Whether or not a person will develop Alzheimer’s disease is partially decided by their genes, but there are also a wide variety of lifestyle factors that can help prevent the disease for a while or make it progress more quickly. Now researchers have discovered that meditation, separate from any other lifestyle factors, may be capable of slowing the progression of Alzheimer’s disease.
The study was conducted by researchers at the International Institute of Information Technology, Hyderabad, and the Neurology Department, Apollo Multispeciality Hospital, Kolkata. The joint research team was led by Amitabha Ghosh, Head of Department, Neurology, Apollo, Kolkata, and researcher Neha Dubey, along with Dr. Bapi Raju from IIIT-H’s Cognitive Science Research Centre and his students Madhukar Dwivedi and Aditya Jain Pansari. It was published in the journal Frontiers in Human Neuroscience.
The research team recruited patients with mild cognitive impairment or mild Alzheimer’s disease. Each participant was assigned one of two groups: meditation and control. Both groups had MRI scans done of their brains. Then the meditation group was taught to meditate at home for 30 minutes a day in a sitting posture in a quiet environment while following audio instructions via a CD. This simplified, guided process was used so that people with early cognitive problems could follow along without difficulty.
After six months, another round of MRIs was done, and the meditation group showed an increase in cortical thickness and grey matter volume, mostly in the pre-frontal part of the brain. They also showed reduced thickness in the posterior part of the brain.

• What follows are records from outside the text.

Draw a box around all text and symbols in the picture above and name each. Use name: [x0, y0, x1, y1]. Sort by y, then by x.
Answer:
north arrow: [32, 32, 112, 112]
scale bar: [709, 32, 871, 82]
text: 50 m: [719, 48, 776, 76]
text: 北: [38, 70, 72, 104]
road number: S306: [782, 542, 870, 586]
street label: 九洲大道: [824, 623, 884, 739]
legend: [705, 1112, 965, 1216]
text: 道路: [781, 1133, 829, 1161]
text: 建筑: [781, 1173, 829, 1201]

The pre-frontal area of the brain helps with attention, decision-making, and goal-directed behavior. These brain improvements, therefore, could have a significant impact on Alzheimer’s-related symptoms.
“Seeing this happen in the meditation group gives us confidence that this kind of intervention will be viable and useful for patients with memory disorders,” says Dr. Bapi Raju.

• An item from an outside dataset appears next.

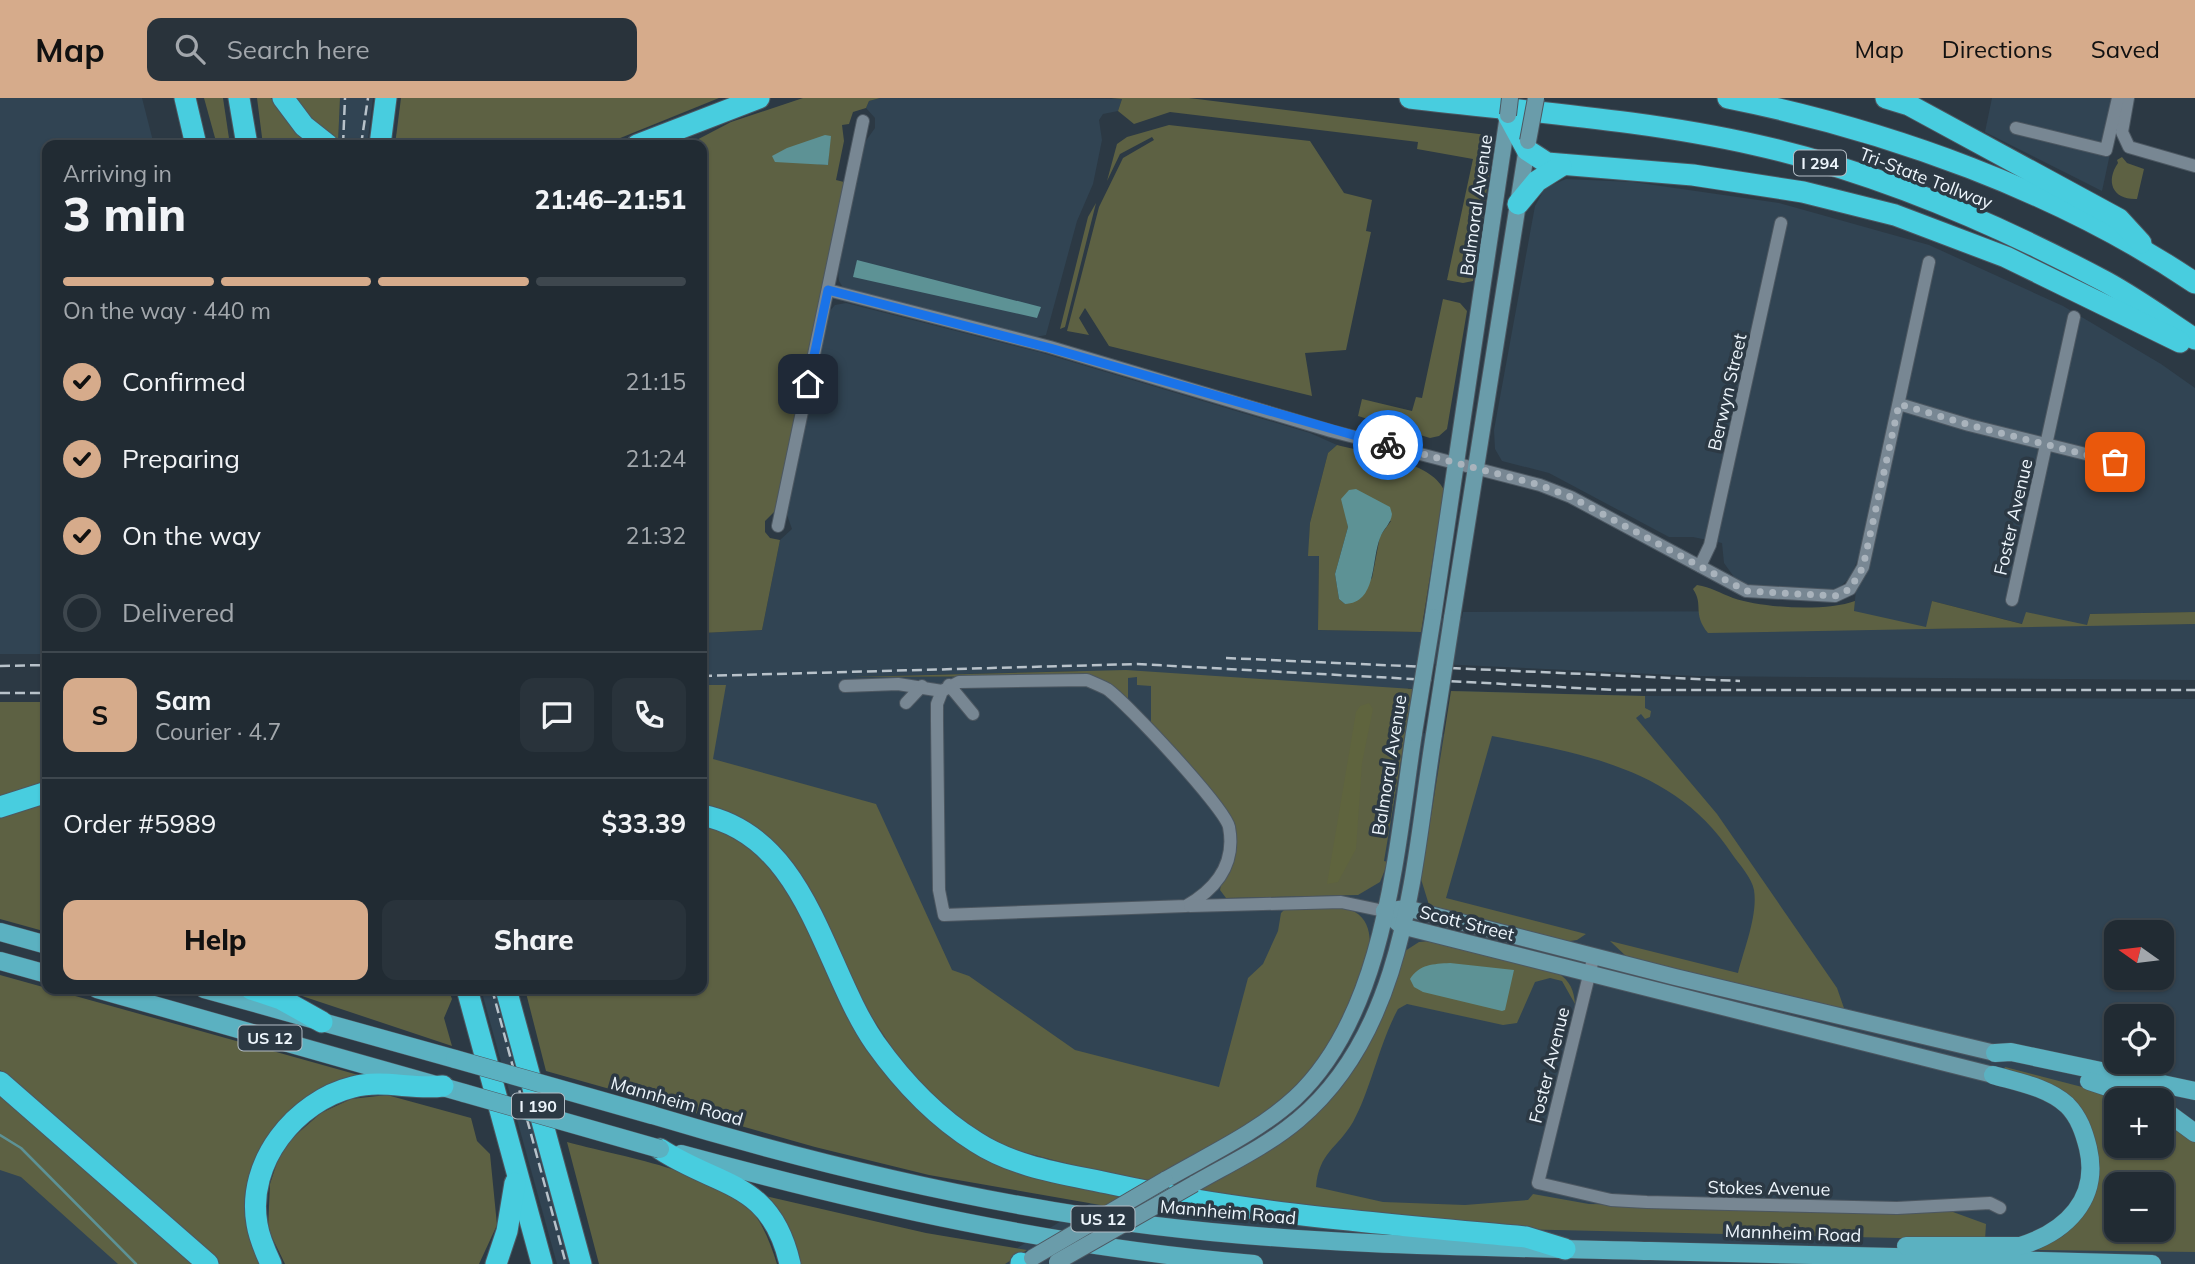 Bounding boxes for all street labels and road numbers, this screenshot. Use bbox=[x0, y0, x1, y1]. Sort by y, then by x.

The researchers say their results show that patients with mild cognitive impairment (MCI) or mild Alzheimer’s disease may experience real brain changes from a regular meditation practice, which could result in improved brain health and a reduction in cognitive symptoms.
Dr. Ghosh says people with MCI or Alzheimer’s disease typically have short attention spans, are easily distracted, and have lapses in memory. Meditation can help with these issues by actively teaching the brain to increase focus and consciously disengage from “floating” thoughts.
The initial study shows promise, but the team plans to continue their research on the protection meditation may have against memory loss. They hope to follow up with a larger number of participants over a longer duration to see what the long-term results of regular meditation practice might be.